We also observed trophozoites, matured extracellularly, migrating through, or in the Malpighian tubules. According to Chen and Fan-Chiang13, migration toward these tubules is normally unidirectional and usually occurs among trophozoites that are liberated in the midgut of early pupae.

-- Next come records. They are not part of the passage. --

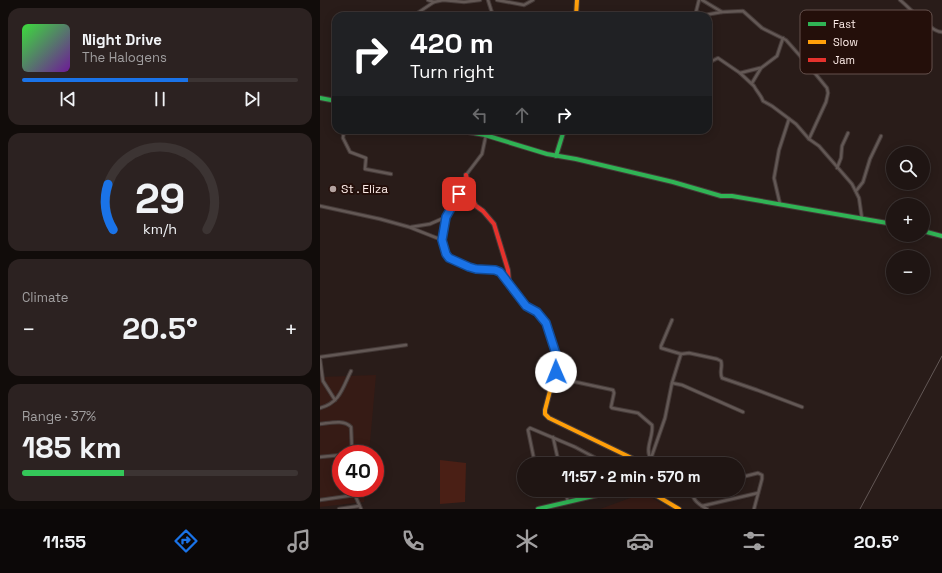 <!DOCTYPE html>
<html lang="en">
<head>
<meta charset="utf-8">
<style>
	body { margin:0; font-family:"Space Grotesk",sans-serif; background:#2c2221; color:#f1f3f6; height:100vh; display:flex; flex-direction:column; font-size:15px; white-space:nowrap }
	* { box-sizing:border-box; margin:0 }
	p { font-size:13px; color:#a19fa0 }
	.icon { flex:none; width:22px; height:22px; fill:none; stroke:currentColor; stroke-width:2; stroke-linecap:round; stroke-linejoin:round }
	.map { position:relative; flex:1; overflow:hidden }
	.panel { display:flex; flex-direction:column; gap:8px; padding:8px; background:#110c0a; width:320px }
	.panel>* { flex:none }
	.hud { position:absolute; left:12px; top:12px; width:380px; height:122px; border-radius:12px; box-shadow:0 2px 10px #0003,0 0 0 1px #3c3433; background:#202124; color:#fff; overflow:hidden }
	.controls { position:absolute; left:566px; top:146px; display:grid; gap:8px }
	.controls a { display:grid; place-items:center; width:44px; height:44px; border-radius:50%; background:#1f1513; box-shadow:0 2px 10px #0003,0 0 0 1px #3c3433; font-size:20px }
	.speed { position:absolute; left:12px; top:445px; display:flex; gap:8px; font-size:20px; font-weight:700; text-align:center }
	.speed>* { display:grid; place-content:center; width:52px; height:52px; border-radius:50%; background:#1f1513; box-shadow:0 2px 10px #0003,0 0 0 1px #3c3433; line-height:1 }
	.speed .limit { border:6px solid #d22; background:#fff; color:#111 }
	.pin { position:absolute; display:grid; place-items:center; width:34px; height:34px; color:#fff; margin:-17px; border-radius:8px; box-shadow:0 2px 6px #0006 }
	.me { position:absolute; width:44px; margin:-22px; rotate:359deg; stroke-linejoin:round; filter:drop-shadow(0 0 3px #0008) }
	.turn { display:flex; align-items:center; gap:14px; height:84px; padding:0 12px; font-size:18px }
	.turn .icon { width:52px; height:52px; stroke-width:2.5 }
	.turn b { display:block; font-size:28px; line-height:34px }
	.lanes { display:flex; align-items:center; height:38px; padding:0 12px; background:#0003; justify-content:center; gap:20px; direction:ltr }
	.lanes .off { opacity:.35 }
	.big { font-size:30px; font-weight:600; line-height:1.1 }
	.panel .card { flex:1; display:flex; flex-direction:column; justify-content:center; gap:6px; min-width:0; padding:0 14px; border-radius:12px; background:#2c2221 }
	.panel .dial { align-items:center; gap:0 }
	.dial svg { height:104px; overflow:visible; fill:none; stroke:#3c3433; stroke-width:7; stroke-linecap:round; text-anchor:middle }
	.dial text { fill:#f1f3f6; stroke:none }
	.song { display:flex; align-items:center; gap:12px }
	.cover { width:48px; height:48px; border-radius:6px; background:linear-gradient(135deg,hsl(120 70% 55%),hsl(280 70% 35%)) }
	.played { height:4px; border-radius:2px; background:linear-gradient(90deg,#1a73e8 60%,#3c3433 60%) }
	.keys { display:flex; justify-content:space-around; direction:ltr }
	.heat { display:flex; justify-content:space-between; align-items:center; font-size:22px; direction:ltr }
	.charge { height:6px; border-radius:3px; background:linear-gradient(90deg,#34c759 37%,#3c3433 0) }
	.trip { position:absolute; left:197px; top:457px; width:228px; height:40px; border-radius:20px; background:#1f1513; box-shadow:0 2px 10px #0003,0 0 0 1px #3c3433; font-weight:600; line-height:40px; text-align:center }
	.tabs { display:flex; height:64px; justify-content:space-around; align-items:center; background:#0c0808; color:#a19fa0 }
	.tabs .icon { width:28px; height:28px }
	.tabs .selected { color:#1a73e8 }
	.tabs b { font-size:18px; color:#f1f3f6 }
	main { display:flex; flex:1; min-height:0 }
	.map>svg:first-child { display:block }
	.built { fill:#361b15 }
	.green { fill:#4a1f15 }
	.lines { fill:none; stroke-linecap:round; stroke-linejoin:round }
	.street-casing { stroke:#443937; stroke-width:4.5 }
	.fast-casing { stroke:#443937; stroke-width:6 }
	.slow-casing { stroke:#443937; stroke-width:6 }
	.jam-casing { stroke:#443937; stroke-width:6 }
	.street { stroke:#635855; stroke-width:2.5 }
	.fast { stroke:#30b455; stroke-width:4 }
	.slow { stroke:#ff9f0a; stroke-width:4 }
	.jam { stroke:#e5322d; stroke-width:4 }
	.rail { stroke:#635856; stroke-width:1 }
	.route-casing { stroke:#114b97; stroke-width:10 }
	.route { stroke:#1a73e8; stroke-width:7 }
	.poi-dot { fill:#b3a3a0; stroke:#240f0a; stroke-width:1.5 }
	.labels { text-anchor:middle; stroke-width:4; stroke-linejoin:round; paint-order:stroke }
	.poi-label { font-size:12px; fill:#fdece8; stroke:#240f0a; text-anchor:start }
	.key { fill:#240f0a; stroke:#65514d; stroke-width:1 }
	.key-label { font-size:11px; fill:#fdece8 }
</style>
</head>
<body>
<main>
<section class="panel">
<div class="card">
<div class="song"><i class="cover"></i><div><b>Night Drive</b><p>The Halogens</p></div></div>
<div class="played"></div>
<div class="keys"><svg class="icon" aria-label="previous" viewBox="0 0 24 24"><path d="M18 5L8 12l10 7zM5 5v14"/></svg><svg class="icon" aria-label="pause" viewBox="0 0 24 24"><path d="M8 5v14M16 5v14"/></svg><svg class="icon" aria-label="next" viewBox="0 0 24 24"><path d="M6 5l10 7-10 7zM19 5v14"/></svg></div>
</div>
<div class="card dial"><svg viewBox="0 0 100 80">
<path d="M14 69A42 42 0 1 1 86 69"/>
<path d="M14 69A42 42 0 0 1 10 34" stroke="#1a73e8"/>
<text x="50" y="56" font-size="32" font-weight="700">29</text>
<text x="50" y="72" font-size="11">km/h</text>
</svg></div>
<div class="card"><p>Climate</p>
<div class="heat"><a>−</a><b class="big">20.5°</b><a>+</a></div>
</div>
<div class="card"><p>Range · 37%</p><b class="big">185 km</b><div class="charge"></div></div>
</section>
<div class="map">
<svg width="622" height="509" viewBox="0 0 622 509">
	<rect width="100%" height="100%" fill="#291c19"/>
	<!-- built -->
	<g class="built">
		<polygon points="56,375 49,454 21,454 21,488 46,488 44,502 0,507 0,377"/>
		<polygon points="324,493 350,509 280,509"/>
	</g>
	<!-- green -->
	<polygon class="green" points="120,460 146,463 145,502 120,504"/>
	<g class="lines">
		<!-- street casing -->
		<g class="street-casing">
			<g id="street">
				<polyline points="108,0 114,2"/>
				<polyline points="168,0 173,16"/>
				<polyline points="177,0 204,5 213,0"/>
				<polyline points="382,0 402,12 423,11 442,28 466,40 489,66 507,88 508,93 506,102 489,139"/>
				<path d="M580,0C589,7 612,33 622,32"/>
				<polyline points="376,12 385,15 402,12"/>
				<polyline points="93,16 114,2 123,0 144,2 160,0"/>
				<polyline points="372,16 376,12 379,0"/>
				<path d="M388,63L398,58L420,73L434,86C437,92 441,95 443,101L452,106L476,124L489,139L499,146L532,184L539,198L542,219"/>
				<polyline points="420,73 440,68"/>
				<polyline points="432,83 441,68 457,56 463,38"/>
				<polyline points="24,130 23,138 30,152 46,158 45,169 71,174"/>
				<polyline points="517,168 521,158 522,146 528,133"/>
				<polyline points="536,191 543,182 550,159 561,136"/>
				<polyline points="460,204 454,178 459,150 469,119"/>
				<polyline points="0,206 60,219 89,227 122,240 126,217 128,212 136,201 146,175 162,154 167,130"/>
				<polyline points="91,227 110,224 126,217"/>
				<polyline points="122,240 125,254 129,258 156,269 175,270 180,272 188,283"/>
				<path d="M352,320L341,346V348L361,354L369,353L397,359L401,361C403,367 399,372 402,378L437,390L482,407"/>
				<polyline points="0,357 86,345"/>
				<polyline points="0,359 3,381 15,400"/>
				<polyline points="352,383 361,354"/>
				<path d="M232,386L251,381L293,390L294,393L291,407L292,408L318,413L332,425C334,436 324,449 331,459"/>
				<path d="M0,408C20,403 23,387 31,371"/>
				<path d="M0,424C10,423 24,419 31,427L32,451L29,454"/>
				<polyline points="233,437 239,464"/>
				<polyline points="0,457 21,455"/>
				<polyline points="215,464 208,430 210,428 255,447 285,463"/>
				<polyline points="282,464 298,460"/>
				<polyline points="329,464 345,418 352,383 362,385 423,412"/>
				<polyline points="418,478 438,473 442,475 442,479 434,509"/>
				<polyline points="245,490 248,502"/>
				<path d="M373,490C370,499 380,505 387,509"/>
				<polyline points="0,500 35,495 41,509"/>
				<polyline points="382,506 438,493"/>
				<polyline points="19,509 39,506"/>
			</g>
		</g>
		<!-- fast casing -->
		<g class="fast-casing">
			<g id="fast">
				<polyline points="0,98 16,101"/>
				<polyline points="137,130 165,135 227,154 256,159 353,182 401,196 412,196 573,224"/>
				<polyline points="236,156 244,130"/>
				<polyline points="603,231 622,236"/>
				<polyline points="218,509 299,490"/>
			</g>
		</g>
		<!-- slow casing -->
		<g class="slow-casing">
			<g id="slow">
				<polyline points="256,16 257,0"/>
				<polyline points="232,383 225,410 225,414 229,418 324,464"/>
				<polyline points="327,490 359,509"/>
			</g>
		</g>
		<!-- jam casing -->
		<g class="jam-casing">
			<polyline id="jam" points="146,175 152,199 156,206 163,211 174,224 188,270 189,283 198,297 206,306 217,312 226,323 236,354 237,366 232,383"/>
		</g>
		<!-- street -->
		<use href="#street" class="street"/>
		<!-- fast -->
		<use href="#fast" class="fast"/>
		<!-- slow -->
		<use href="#slow" class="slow"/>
		<!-- jam -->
		<use href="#jam" class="jam"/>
		<!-- rail -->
		<polyline class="rail" points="540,509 622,356"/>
	</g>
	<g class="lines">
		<!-- route casing -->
		<g class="route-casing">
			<polyline id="route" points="139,194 126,217 122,240 126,254 129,258 149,267 156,269 175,270 180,272 206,306 217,312 226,323 236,354 238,366 236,372"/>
		</g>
		<!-- route -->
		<use href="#route" class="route"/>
	</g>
	<!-- markers -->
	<circle class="poi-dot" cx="13" cy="189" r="4"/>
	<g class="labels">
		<!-- poi labels -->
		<g class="poi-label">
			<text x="21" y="193">St . Eliza</text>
		</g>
	</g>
	<!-- legend -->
	<rect x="480" y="10" width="132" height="64" rx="6" class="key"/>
	<rect x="488" y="22" width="18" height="4" fill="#30b455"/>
	<rect x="488" y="40" width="18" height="4" fill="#ff9f0a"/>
	<rect x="488" y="58" width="18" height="4" fill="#e5322d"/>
	<g class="key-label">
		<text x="513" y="28">Fast</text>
		<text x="513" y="46">Slow</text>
		<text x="513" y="64">Jam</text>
	</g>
</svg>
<div class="controls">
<a><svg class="icon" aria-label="search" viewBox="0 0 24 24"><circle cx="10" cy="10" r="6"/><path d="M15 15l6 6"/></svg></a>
<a>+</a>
<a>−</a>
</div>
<div class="speed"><div class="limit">40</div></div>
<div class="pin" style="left:139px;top:194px;background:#d93025"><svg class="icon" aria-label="arrive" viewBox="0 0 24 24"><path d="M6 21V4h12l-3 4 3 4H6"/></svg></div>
<svg class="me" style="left:236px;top:372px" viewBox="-20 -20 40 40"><circle r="19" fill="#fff"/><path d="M0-13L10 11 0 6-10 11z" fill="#1a73e8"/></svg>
<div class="trip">11:57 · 2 min · 570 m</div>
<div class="hud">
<div class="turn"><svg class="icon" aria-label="right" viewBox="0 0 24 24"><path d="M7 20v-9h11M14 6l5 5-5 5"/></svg><div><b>420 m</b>Turn right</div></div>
<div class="lanes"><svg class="icon off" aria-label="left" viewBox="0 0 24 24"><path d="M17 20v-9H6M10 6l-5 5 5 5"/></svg><svg class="icon off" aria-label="ahead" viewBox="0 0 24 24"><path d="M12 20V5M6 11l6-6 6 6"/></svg><svg class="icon" aria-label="right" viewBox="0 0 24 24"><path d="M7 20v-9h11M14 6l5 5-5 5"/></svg></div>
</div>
</div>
</main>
<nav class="tabs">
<b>11:55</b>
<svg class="icon selected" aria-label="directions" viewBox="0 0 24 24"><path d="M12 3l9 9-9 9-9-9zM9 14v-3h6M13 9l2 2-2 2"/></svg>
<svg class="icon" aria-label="music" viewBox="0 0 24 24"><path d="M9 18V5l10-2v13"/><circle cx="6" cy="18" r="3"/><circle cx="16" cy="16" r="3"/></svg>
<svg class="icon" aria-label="phone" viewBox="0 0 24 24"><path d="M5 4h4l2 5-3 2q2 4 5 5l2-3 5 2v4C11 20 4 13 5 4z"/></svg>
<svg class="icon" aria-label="climate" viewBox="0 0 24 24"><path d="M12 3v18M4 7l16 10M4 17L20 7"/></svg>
<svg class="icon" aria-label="car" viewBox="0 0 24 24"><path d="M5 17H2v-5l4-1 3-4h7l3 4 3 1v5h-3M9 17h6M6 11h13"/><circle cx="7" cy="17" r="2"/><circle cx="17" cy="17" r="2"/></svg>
<svg class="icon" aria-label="filters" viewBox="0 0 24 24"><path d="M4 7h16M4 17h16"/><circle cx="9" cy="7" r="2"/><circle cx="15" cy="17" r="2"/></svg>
<b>20.5°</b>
</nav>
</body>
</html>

Desportes3 described that the gregarines, A. culicis and A. taiwanensis, are host-specific parasites of Ae. aegyptiand Ae. albopictus, respectively. Further, Albicocco and Vezzani7 presumed that only A. culicis is found infecting Ae. aegypti, worldwide. However, we found a possible cross-infection between Ascogregarina and Aedes. We confirmed Ae. albopictus, as well as Ae. aegypti, harboring A. taiwanensis, using PCR and DNA sequencing. This species of Ascogregarina has been also found in other mosquito species, such as Aedes epactius and Culex restuans14. Vezzani and Wisnivesky14 described that gregarine infection in a non-natural mosquito host could be harmful. However, some studies have reported that A. taiwanensis can infect Ae. aegypti and in some circumstances can cause high mortality, whereas A. culicis is not pathogenic to Ae. albopictus4,11,14. Therefore, additional studies must be conducted on Ae. aegypti harboring this parasite, once it is considered a non-natural host.